INFORMATION PROVIDED:
>>>>>

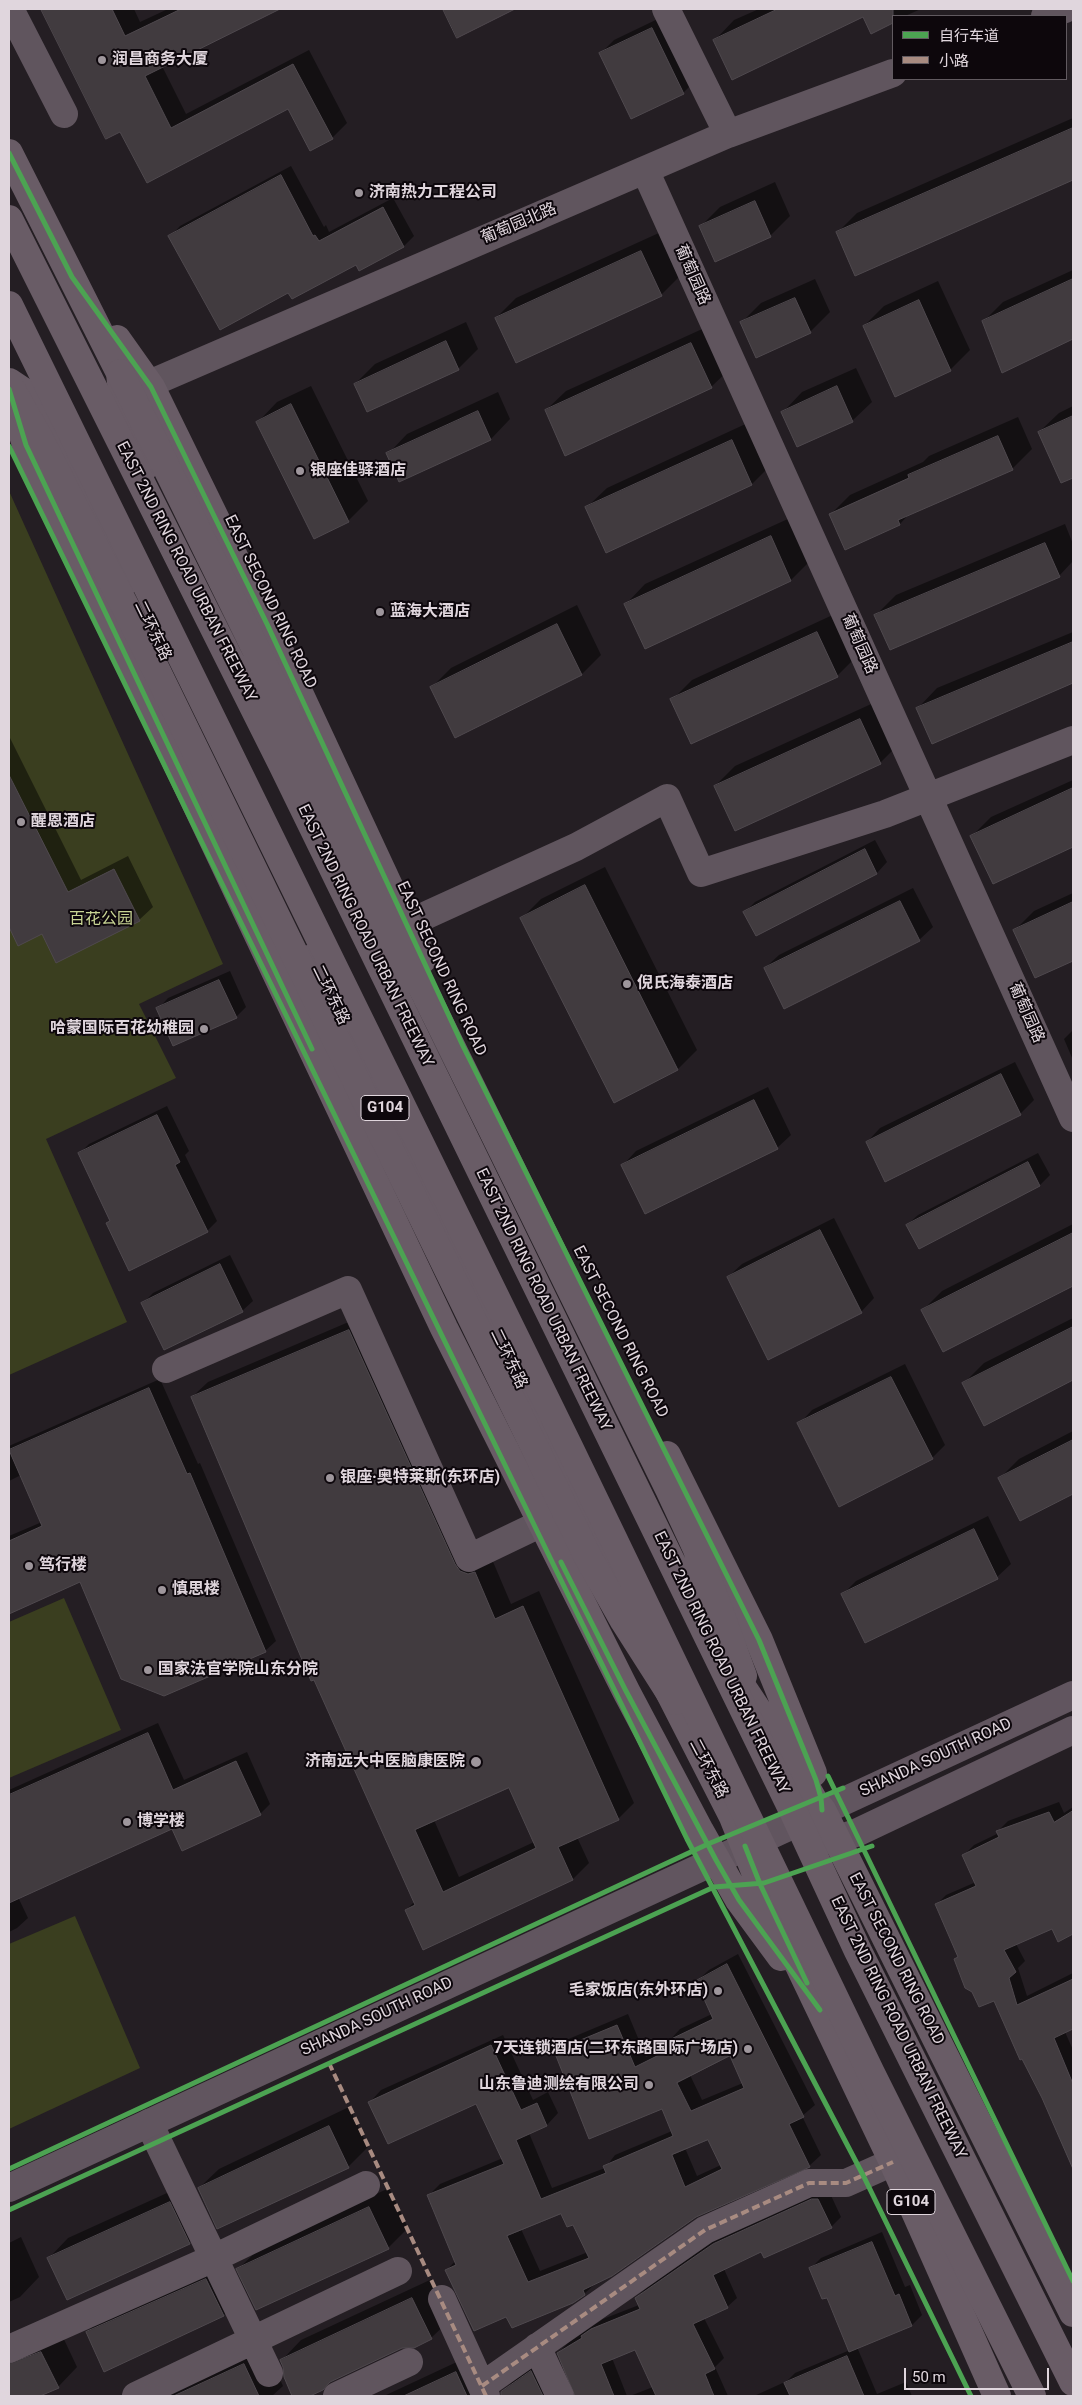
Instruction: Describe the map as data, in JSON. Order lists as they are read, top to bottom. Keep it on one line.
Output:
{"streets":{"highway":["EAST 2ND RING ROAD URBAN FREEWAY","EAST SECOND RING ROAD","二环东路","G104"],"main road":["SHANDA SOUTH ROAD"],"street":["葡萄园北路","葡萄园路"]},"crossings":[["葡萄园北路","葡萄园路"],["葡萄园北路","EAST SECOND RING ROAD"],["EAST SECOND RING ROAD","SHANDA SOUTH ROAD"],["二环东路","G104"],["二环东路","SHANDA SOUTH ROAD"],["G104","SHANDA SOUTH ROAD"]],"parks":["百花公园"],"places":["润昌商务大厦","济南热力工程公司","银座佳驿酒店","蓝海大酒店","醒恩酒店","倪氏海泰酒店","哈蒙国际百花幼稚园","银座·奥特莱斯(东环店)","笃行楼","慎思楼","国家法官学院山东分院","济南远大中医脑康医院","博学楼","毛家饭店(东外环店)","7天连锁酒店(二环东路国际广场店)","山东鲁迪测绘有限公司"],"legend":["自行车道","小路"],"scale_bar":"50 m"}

<<<<<

Give back the data exactly. Pictures stay out.

Instruction: Describe the map as data, in JSON. Order lists as they are read, top to bottom. Keep it on one line.
Output:
{"streets":{"highway":["EAST 2ND RING ROAD URBAN FREEWAY","EAST SECOND RING ROAD","二环东路","G104"],"main road":["SHANDA SOUTH ROAD"],"street":["葡萄园北路","葡萄园路"]},"crossings":[["葡萄园北路","葡萄园路"],["葡萄园北路","EAST SECOND RING ROAD"],["EAST SECOND RING ROAD","SHANDA SOUTH ROAD"],["二环东路","G104"],["二环东路","SHANDA SOUTH ROAD"],["G104","SHANDA SOUTH ROAD"]],"parks":["百花公园"],"places":["润昌商务大厦","济南热力工程公司","银座佳驿酒店","蓝海大酒店","醒恩酒店","倪氏海泰酒店","哈蒙国际百花幼稚园","银座·奥特莱斯(东环店)","笃行楼","慎思楼","国家法官学院山东分院","济南远大中医脑康医院","博学楼","毛家饭店(东外环店)","7天连锁酒店(二环东路国际广场店)","山东鲁迪测绘有限公司"],"legend":["自行车道","小路"],"scale_bar":"50 m"}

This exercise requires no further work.